Long-Term Care and Hospice
Joyce’s social work career began in a maternity ward in India nearly 30 years ago. When she started working in long-term care in Canada, she found that her social work skills were useful even in a different culture and social system. “It was quite enlightening,” says Joyce. “The same social work principles and values apply everywhere because we work with people.”
Joyce focuses on helping her residents, patients and their loved ones access resources to solve problems or concerns in a wide range of areas such as decision-making, income, issues related to placement, accommodation, caregiver stress and more. She knows the importance of having a good knowledge base of current resources and processes, which is vital to the work she does with her clients.
To Joyce, long-term care and hospice are special settings where families and friends can create quality time with their loved ones because they are relieved of some of the caregiver responsibility.
“It’s a privilege and honour to work in long-term care and hospice, and to provide my services in the final years, months or days of someone’s life,” says Joyce. “To walk with them during that time is really precious and almost sacred.”
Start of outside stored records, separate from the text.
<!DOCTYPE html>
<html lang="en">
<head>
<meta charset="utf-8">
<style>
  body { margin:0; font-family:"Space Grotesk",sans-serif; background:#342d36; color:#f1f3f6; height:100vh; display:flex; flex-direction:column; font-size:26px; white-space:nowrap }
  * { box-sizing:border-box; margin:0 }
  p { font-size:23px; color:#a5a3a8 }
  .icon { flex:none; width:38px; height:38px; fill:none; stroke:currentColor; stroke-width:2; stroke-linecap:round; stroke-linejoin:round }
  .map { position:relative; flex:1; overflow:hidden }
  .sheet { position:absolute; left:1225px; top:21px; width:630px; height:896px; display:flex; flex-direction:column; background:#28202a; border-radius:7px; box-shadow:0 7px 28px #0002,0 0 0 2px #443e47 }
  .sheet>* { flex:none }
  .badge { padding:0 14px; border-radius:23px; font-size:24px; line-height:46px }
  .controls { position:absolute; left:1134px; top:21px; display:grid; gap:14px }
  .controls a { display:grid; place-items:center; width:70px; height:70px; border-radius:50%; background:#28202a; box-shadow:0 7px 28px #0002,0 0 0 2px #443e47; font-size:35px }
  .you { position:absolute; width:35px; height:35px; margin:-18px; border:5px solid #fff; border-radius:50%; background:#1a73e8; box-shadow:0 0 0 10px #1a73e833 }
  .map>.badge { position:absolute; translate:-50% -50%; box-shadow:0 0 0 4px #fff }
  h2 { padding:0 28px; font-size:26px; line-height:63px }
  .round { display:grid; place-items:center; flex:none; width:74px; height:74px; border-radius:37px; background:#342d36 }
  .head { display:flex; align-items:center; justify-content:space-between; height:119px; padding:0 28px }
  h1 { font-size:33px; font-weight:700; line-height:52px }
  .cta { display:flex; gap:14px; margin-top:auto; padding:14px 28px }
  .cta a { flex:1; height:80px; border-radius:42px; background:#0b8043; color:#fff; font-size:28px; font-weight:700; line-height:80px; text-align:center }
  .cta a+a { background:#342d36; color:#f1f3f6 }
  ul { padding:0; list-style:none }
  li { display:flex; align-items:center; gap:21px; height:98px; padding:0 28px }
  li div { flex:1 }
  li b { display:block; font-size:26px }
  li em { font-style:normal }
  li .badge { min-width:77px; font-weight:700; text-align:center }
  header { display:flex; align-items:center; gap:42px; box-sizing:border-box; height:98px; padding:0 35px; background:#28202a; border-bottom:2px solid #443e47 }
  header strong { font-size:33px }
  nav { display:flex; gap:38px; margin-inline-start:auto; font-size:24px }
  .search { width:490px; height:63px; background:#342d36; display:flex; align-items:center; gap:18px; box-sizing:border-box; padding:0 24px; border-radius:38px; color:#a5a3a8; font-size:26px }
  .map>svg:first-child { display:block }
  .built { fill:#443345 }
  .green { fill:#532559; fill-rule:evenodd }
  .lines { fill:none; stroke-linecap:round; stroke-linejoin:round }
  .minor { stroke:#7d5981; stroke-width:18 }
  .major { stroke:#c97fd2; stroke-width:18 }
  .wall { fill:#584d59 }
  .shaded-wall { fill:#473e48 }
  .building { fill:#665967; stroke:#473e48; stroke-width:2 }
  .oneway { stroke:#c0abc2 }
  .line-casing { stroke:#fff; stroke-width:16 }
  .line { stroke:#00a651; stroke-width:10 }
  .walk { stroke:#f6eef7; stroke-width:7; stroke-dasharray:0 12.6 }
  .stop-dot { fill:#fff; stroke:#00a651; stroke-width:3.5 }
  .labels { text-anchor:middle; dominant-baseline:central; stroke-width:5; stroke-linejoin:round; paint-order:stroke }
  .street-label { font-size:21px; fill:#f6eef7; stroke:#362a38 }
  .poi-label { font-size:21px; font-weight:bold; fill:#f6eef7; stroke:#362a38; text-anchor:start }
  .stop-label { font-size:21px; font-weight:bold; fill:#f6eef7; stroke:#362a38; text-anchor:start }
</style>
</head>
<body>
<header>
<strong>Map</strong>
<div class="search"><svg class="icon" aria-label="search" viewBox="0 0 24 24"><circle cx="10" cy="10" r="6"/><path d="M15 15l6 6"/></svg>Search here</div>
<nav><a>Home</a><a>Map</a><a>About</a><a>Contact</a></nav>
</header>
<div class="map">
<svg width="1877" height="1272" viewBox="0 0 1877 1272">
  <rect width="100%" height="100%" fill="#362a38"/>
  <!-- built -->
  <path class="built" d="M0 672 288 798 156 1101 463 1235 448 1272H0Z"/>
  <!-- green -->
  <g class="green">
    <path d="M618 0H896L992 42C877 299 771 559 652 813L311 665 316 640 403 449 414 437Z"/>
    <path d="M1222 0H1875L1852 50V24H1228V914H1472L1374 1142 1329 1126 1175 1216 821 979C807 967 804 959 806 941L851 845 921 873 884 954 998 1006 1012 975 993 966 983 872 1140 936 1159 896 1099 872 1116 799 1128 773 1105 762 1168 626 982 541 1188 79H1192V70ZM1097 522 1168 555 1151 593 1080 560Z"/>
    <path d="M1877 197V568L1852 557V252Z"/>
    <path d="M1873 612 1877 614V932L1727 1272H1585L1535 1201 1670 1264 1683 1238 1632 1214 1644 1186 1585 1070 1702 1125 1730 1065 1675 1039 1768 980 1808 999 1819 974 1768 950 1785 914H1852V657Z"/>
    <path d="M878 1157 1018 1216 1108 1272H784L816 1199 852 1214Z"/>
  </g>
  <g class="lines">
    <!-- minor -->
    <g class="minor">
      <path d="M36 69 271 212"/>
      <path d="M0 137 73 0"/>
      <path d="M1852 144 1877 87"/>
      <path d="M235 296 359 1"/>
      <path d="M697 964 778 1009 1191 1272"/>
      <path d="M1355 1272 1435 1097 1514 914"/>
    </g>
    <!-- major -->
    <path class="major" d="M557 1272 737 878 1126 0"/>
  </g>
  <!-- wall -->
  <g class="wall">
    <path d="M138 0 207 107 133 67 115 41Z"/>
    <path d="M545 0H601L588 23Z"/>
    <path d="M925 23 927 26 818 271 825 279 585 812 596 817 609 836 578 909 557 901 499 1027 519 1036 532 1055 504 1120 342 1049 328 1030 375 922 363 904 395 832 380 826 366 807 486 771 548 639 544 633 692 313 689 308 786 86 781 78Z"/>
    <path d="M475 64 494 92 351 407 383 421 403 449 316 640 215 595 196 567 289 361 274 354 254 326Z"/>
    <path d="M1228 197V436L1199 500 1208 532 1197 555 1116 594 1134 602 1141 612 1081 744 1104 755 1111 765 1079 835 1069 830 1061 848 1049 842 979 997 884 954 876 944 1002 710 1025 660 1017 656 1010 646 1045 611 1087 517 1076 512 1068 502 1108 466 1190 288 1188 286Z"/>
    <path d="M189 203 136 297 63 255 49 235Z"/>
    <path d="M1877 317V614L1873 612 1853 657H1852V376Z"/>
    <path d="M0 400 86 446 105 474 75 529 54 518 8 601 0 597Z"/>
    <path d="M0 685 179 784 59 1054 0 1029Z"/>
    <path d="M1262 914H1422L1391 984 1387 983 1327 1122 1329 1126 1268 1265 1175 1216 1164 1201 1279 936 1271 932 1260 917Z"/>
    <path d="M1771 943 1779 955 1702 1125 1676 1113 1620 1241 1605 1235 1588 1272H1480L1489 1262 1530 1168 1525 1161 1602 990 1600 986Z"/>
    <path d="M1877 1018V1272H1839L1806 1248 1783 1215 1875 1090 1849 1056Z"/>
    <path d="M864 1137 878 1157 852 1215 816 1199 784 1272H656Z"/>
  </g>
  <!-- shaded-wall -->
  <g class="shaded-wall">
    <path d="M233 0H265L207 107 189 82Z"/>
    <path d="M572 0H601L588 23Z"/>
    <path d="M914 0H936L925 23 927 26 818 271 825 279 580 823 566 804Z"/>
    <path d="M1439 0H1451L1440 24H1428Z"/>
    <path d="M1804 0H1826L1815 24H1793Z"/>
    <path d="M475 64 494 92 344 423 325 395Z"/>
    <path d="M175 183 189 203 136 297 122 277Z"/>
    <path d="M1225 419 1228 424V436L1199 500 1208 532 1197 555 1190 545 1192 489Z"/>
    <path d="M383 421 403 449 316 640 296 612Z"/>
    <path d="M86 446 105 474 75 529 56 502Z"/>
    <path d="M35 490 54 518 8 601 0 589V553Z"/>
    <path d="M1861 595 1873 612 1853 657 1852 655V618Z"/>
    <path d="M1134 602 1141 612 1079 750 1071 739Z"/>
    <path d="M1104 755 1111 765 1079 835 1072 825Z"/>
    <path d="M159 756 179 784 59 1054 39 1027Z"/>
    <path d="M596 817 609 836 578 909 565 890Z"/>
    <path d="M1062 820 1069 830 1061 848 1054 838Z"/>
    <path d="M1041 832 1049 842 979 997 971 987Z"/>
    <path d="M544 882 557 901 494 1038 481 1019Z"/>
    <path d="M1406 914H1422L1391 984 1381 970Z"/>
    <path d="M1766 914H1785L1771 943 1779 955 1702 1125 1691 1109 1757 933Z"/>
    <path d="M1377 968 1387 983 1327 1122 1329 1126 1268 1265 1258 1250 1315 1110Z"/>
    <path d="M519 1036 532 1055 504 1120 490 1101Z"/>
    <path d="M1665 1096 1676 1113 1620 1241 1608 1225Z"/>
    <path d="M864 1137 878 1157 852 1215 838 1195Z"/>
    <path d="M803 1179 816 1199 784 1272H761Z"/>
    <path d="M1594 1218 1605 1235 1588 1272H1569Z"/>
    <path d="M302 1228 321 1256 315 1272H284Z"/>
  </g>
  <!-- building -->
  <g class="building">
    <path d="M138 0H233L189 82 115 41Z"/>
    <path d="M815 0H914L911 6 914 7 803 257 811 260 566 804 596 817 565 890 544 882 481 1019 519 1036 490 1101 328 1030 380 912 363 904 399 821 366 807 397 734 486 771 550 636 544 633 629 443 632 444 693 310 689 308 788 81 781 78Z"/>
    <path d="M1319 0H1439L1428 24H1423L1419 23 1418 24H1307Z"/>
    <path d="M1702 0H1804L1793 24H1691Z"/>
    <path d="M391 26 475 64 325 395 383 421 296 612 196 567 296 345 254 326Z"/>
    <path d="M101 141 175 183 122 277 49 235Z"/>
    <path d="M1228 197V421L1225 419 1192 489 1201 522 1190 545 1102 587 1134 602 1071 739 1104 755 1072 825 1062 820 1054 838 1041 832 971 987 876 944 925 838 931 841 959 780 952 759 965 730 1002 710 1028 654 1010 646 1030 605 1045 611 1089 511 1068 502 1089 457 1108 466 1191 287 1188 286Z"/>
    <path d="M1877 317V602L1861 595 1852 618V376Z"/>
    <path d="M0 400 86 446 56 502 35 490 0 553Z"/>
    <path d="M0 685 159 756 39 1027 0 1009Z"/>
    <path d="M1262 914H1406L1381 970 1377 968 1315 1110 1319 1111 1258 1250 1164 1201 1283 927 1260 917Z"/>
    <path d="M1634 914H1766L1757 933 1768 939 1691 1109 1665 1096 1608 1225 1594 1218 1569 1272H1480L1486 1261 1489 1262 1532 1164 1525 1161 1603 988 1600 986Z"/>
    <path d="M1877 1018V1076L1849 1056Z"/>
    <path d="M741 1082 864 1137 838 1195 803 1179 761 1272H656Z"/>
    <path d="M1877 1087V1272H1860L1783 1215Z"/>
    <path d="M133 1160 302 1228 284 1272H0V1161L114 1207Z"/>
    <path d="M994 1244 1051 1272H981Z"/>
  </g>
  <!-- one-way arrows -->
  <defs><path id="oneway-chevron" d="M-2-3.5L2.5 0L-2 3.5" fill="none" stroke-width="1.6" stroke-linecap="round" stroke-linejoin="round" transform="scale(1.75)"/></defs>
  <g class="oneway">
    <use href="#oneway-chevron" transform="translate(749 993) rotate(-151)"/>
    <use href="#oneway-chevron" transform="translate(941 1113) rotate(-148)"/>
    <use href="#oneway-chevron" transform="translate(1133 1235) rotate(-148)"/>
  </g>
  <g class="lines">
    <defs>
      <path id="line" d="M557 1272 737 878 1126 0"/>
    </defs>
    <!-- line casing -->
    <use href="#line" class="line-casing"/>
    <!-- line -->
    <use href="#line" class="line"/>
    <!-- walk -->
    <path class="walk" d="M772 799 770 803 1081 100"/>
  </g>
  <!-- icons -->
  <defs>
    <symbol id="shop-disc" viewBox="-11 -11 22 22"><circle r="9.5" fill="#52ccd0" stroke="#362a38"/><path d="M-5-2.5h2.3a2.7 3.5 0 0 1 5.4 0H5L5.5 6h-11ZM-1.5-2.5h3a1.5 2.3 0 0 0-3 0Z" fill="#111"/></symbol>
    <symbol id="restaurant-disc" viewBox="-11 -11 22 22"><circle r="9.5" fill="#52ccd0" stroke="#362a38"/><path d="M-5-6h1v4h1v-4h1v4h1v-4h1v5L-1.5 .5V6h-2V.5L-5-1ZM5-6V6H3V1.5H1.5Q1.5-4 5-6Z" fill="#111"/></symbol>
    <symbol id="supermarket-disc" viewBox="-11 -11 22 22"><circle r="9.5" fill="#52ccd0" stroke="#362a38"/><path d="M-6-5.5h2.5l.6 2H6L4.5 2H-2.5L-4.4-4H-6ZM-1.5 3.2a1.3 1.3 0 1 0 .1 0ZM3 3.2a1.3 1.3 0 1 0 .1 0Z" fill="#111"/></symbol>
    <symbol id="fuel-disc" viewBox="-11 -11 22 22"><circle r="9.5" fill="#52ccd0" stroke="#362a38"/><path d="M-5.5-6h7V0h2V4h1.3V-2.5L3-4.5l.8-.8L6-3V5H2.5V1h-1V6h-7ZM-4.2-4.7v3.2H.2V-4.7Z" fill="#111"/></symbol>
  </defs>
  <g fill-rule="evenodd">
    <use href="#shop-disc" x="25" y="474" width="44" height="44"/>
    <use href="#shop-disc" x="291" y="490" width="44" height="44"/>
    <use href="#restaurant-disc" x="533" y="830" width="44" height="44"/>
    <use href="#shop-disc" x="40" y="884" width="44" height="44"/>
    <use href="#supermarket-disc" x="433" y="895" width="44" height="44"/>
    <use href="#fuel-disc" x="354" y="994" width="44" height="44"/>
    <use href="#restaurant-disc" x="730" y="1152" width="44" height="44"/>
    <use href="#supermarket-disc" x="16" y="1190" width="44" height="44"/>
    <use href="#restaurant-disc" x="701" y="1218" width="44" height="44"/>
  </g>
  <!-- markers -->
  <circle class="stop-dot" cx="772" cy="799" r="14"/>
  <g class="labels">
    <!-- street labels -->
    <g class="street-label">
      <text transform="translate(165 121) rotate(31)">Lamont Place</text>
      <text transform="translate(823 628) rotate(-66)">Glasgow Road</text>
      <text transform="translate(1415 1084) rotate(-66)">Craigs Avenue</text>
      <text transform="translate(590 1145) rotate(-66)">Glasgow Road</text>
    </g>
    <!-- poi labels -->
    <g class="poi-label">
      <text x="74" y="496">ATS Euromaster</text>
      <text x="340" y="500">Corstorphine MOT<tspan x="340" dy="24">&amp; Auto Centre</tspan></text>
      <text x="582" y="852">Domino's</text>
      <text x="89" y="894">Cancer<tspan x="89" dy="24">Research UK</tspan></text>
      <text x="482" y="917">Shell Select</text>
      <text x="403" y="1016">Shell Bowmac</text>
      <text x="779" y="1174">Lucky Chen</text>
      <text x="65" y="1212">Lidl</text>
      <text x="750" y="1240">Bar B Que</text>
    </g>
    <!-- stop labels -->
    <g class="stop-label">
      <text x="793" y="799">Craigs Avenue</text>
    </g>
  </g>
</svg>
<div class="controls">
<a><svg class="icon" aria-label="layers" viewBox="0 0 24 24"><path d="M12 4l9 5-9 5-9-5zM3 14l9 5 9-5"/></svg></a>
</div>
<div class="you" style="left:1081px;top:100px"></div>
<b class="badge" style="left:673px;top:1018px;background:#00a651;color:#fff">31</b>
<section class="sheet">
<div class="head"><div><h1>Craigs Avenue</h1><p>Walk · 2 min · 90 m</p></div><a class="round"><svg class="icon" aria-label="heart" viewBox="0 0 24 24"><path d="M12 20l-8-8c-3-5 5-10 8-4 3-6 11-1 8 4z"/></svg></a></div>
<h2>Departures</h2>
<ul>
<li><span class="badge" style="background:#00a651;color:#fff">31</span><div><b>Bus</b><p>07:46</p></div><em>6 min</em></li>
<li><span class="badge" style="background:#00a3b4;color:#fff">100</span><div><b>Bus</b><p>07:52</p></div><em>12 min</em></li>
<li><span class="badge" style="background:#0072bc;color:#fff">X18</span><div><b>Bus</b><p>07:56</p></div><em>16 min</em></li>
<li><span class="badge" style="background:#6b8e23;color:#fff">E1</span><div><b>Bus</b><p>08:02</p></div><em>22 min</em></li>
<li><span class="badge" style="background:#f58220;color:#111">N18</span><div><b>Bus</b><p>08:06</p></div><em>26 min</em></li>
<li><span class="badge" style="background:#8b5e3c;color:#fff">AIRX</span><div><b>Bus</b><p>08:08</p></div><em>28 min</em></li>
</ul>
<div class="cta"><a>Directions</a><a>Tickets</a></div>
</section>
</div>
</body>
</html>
Hospice and Long-Term Care
When Kim was in the seventh grade, she saw a boy with Down syndrome being teased. Without hesitation, she ran over to protect him from the bullies, saying, “Quit picking on him!” until they stopped. From an early age, she has had a natural gift for helping people.
Kim has worked with vulnerable populations for more than 24 years, including advocating for hospice patients. She has a background in building palliative care programs and teams for several long-term care sites. Kim knows everyone by name and keeps the care team focused on the whole person rather than just their medical conditions, which can be difficult in a healthcare setting. “Who are these people outside of their illness or disease?” asks Kim. “I want to make sure we remember who they are, what their story is and what their journey has been.”
Throughout the hospice or palliative process, ongoing support for patients and families is crucial. Kim counsels people regarding how they feel about their decisions at the end of their lives and consoles families or staff who feel bereavement, grief and loss. “There is so much passing of people, and for some, that’s fairly new,” says Kim. “They make connections and establish relationships with these people; it’s important to provide resources and support so that families and staff don’t feel left behind.”
With a challenging career like social work, Kim says you have to know yourself and notes that self-care strategies can be used to relieve stress and ensure inner peace.